> [EXERCISE INSTRUCTIONS]: What you return should be each line of the data containing the string "linecap".

> [INFORMATION SUPPLIED]:
● ● ● ●
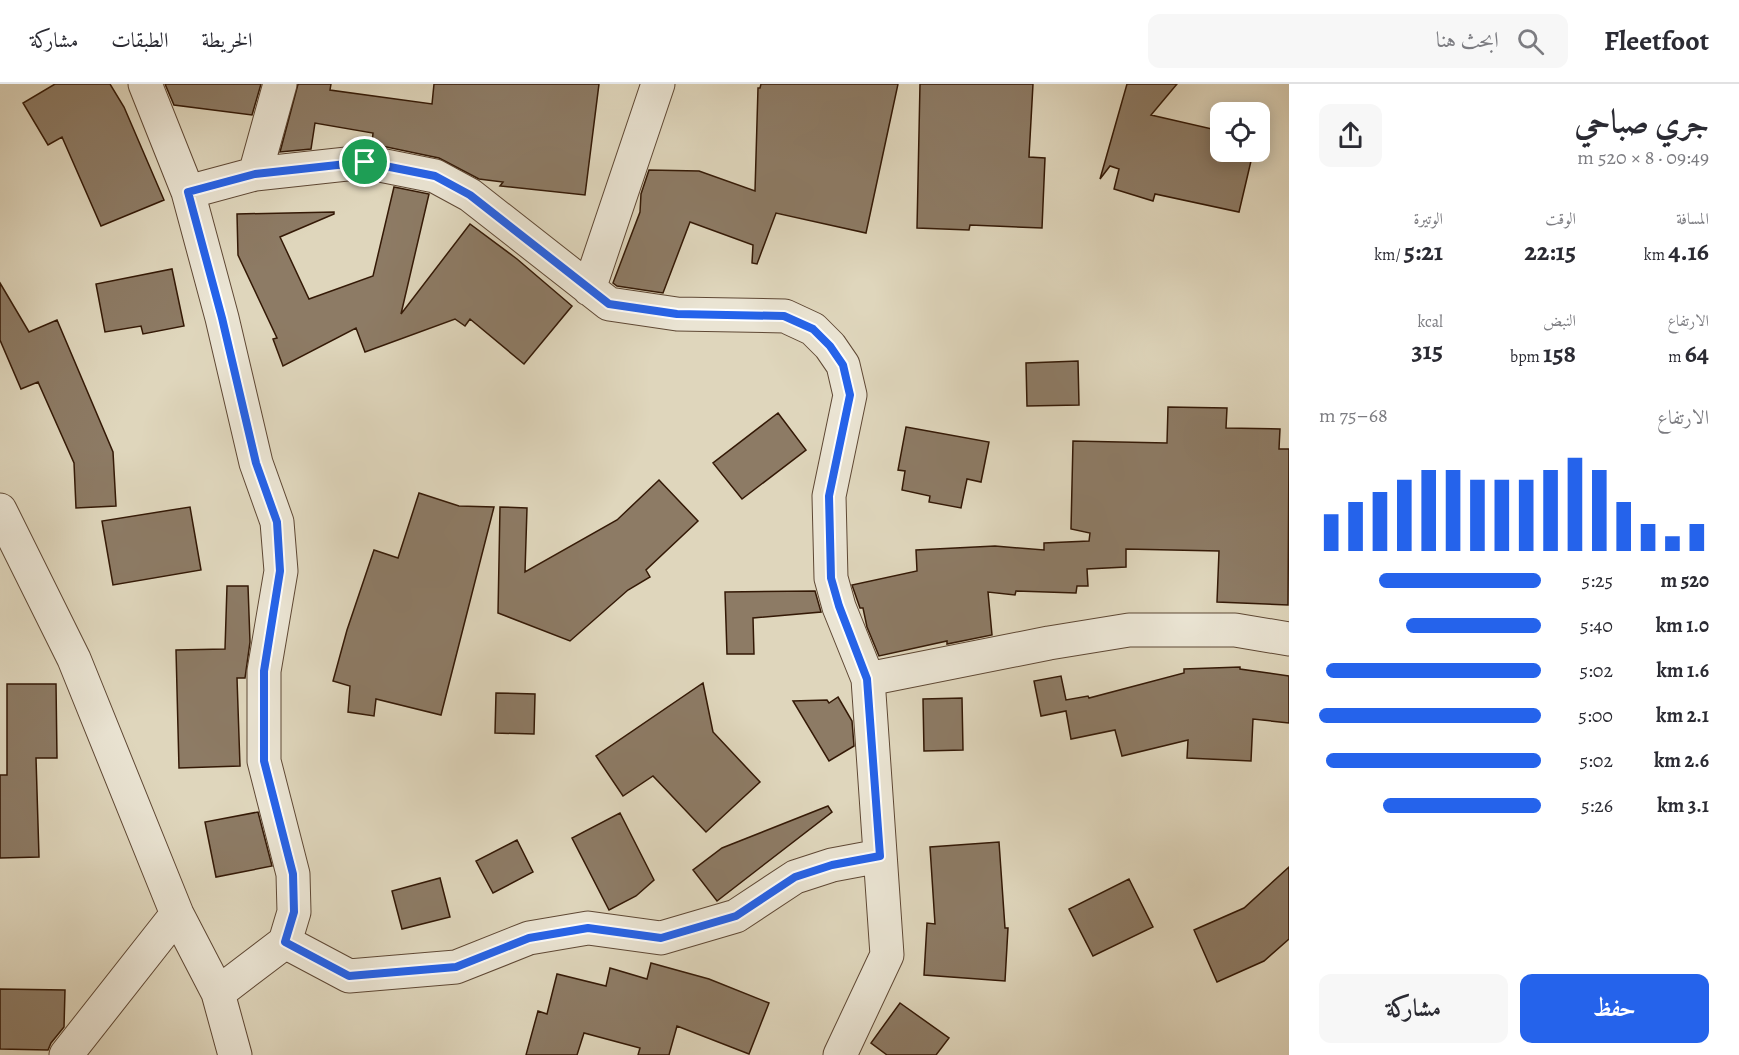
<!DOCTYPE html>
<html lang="ar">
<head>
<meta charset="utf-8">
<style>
  :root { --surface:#fff; --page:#f7f7f7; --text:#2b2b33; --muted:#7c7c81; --line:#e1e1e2; --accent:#2563eb }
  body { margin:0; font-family:Alegreya,Amiri,serif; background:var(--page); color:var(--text); direction:rtl; height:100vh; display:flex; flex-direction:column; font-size:22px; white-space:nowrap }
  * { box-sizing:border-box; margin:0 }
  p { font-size:20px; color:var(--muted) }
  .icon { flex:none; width:33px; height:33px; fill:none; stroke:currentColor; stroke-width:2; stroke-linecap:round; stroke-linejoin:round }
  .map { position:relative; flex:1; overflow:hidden; direction:ltr }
  .details { display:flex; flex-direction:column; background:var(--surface); width:450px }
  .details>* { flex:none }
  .fabs { position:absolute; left:1210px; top:18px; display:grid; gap:12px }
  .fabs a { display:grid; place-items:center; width:60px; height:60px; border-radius:12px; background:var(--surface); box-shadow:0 3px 15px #0003; font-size:30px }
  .pin { position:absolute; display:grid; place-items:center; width:51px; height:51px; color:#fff; margin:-26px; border:3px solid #fff; border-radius:50%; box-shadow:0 2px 6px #0007 }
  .round { display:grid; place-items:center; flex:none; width:63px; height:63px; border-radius:12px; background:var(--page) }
  .summary { display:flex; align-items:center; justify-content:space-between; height:102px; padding:0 30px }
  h1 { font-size:33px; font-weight:700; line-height:45px }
  .stats { display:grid; grid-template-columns:repeat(3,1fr); gap:9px; height:102px; padding:6px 30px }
  .stats div { display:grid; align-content:center }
  .stats b { font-size:26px; font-weight:700 }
  .stats small { font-size:16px; font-weight:400 }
  .stats p { font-size:16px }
  .chart { height:168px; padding:12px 30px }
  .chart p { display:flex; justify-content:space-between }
  .chart svg { width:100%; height:108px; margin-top:6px; stroke:var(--accent); stroke-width:6 }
  .button { display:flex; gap:12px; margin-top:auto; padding:12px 30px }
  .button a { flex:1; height:69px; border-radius:12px; background:var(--accent); color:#fff; font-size:24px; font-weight:700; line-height:69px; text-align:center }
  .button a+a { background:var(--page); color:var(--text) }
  ul { padding:0 30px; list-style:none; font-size:20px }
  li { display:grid; grid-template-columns:96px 72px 1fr; align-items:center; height:45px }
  li i { height:15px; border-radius:8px; background:var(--accent) }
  header { display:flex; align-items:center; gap:36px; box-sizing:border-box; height:84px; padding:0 30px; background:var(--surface); border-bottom:2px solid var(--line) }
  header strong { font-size:28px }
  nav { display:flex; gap:33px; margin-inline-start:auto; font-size:21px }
  .search { width:420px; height:54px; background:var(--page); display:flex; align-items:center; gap:15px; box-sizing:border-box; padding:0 21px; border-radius:12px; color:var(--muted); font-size:22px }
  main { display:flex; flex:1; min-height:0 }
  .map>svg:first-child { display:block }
  .building { fill:#8d7b65; stroke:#341906; stroke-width:1.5 }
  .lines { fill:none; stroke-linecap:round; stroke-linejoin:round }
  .minor-casing { stroke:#5f4834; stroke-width:35 }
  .minor { stroke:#eae4d3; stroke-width:33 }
  .route-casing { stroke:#fff; stroke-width:12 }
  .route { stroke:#2563eb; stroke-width:8 }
</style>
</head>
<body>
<header>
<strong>Fleetfoot</strong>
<div class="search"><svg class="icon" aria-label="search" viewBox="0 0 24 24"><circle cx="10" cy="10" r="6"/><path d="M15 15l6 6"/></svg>ابحث هنا</div>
<nav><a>الخريطة</a><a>الطبقات</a><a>مشاركة</a></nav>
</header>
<main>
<section class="details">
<div class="summary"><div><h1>جري صباحي</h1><p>09:49 · 8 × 520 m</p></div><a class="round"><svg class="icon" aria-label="share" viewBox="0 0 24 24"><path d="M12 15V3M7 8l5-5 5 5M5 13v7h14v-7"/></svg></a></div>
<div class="stats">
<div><p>المسافة</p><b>4.16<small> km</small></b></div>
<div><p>الوقت</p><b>22:15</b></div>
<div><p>الوتيرة</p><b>5:21<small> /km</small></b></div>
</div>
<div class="stats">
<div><p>الارتفاع</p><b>64<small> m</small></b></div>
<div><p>النبض</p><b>158<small> bpm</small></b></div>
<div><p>kcal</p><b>315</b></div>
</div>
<div class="chart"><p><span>الارتفاع</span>68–75 m</p>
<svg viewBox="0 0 160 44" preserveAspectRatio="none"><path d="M5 44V29M15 44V24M25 44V20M35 44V15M45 44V11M55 44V11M65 44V15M75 44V15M85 44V15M95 44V11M105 44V6M115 44V11M125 44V24M135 44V33M145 44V38M155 44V33"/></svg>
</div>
<ul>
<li><b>520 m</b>5:25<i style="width:73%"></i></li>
<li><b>1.0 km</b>5:40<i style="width:61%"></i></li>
<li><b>1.6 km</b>5:02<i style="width:97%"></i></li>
<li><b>2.1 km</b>5:00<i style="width:100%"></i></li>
<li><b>2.6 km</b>5:02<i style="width:97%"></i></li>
<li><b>3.1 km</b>5:26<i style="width:71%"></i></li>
</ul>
<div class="button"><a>حفظ</a><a>مشاركة</a></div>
</section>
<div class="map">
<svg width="1289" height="971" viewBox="0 0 1289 971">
  <rect width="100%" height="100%" fill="#dfd6bc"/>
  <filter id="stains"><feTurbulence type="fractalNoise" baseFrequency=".00333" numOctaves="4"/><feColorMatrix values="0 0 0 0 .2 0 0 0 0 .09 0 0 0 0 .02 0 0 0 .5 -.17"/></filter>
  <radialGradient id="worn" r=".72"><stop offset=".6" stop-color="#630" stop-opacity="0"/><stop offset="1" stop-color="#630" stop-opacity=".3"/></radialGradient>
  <path class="building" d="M55 0H110L124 23 164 116 101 142 62 53 48 61 23 19Z
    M165 0H261L252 31 174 21Z
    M298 0H331L330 6 432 20 434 0H599L585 111 500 102 503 98 479 95 439 74 372 60 373 49 315 39 311 65 280 68Z
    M761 0H898L866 149 776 129 757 180 752 179 753 161 690 138 663 209 617 202 613 199 640 128 641 110 649 86 699 87 755 107 758 4H760Z
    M920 0H1033L1029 73 1045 74 1042 144 970 141 969 146 917 144Z
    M1127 0H1177L1151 31 1221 47V68H1245L1243 75 1251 77 1239 128 1155 110 1153 117 1114 105 1119 85 1110 82 1100 95Z
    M394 103 429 110 401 230 470 140 517 175 572 222 524 280 470 235 465 242 455 235 365 268 356 244 283 282 273 255 277 254 238 171 237 130 334 128V130L280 153 309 215 373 192Z
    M172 185 184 242 143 250 141 242 105 248 96 200Z
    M0 199 29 248 57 236 113 368 116 422 76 424 74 379 38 298 21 305 0 256Z
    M1078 277 1079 321 1027 322 1026 279Z
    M1168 323 1227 324 1226 344 1280 345 1279 365H1289L1288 521 1217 518 1219 467 1126 465V483L1087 485 1088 502H1077L1076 509 1016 507 1015 511 988 508 992 551 947 560V557L879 572 867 543 863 524H860L852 501 917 487 916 466 995 462 1044 466V459L1089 457 1090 449 1071 445 1073 357 1167 359Z
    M778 329 806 366 742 415 713 379Z
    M906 343 989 358 981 398 967 395 961 424 929 418 930 412 902 406 905 387 898 386Z
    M659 396 698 437 646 486 650 493 628 506 570 557 498 529 500 423 527 424 525 488 617 436Z
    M419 409 459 422 494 423 441 631 376 615 374 632 348 628 350 602 333 597 347 546 374 466 398 474Z
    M190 423 201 486 113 501 102 437Z
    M227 502H248L250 558 245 594H237L240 682 179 684 176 566 225 565Z
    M815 507 821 528 753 534 754 570H727L725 508Z
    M1240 583V585L1289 592V639L1253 635 1251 677 1187 674 1188 656 1122 672 1115 646 1071 655 1066 627 1041 632 1034 597 1061 592 1066 616 1088 612 1089 614 1184 589V585Z
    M703 599 713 648 760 698 706 748 653 692 623 712 596 672Z
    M7 600H56L57 674H36L39 773 0 774V691H7Z
    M496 609 535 610 534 650 495 649Z
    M838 613 852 637 854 662 829 677 793 617 827 616 829 619Z
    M962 614 963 666 924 667 923 615Z
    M828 722 832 728 717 817 693 786 722 764Z
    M258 728 272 782 216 793 205 738Z
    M620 729 654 796 636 812 609 826 572 754Z
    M517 756 533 788 493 809 476 777Z
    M999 758 1005 844H1008L1005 897 924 891 927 839 935 840 930 763Z
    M1289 783V855L1264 877 1217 898 1194 846 1244 824Z
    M440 794 450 833 402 845 392 807Z
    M1129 795 1153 843 1093 872 1069 825Z
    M651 879 709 895 769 919 749 970 677 942 669 971H638L640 964 584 949 577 971H526L538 927 547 930 557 890 606 902 610 884 647 895Z
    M0 905 65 906 64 943 51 959 48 966 0 965Z
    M900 919 949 954 936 971H887L871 959Z"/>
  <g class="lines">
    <defs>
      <path id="minor" d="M145 0 188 108
        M255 90 280 0
        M589 205 658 0
        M0 426 74 575 177 830 218 909 235 971
        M285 858 349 892 456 883 529 854 588 844 661 854 736 832 795 793 832 781 880 772
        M218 909 285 858 294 828 293 790 264 677V587L281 487 277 438 256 379 222 234 188 108 255 90 365 78 435 92 470 111 609 220 677 230 785 232 813 245 830 262 843 281 850 311 829 412 831 494 839 523 868 595 1049 559 1129 546H1235L1289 555
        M66 971 177 830
        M840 971 887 871 868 595"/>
    </defs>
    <use href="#minor" class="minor-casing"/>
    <use href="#minor" class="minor"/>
  </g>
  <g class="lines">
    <defs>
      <path id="route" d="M365 78 435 92 470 111 609 220 677 230 784 232 813 245 830 262 843 281 850 311 829 412 831 494 839 522 867 595 880 772 832 781 795 793 736 832 661 854 588 844 529 854 456 883 349 892 285 858 294 828 293 790 264 677V587L280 487 277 438 256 379 222 234 188 108 255 90Z"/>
    </defs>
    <use href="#route" class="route-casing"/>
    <use href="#route" class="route"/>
  </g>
  <rect width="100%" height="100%" filter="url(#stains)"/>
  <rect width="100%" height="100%" fill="url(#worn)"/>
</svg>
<div class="fabs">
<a><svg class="icon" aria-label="locate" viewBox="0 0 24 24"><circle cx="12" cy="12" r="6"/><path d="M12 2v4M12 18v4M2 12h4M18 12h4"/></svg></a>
</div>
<div class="pin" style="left:365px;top:78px;background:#1e9e55"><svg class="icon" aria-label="arrive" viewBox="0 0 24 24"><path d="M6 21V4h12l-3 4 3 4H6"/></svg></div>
</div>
</main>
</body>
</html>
● ● ● ●
> [ANSWER TO THE EXERCISE]:
  .icon { flex:none; width:33px; height:33px; fill:none; stroke:currentColor; stroke-width:2; stroke-linecap:round; stroke-linejoin:round }
  .lines { fill:none; stroke-linecap:round; stroke-linejoin:round }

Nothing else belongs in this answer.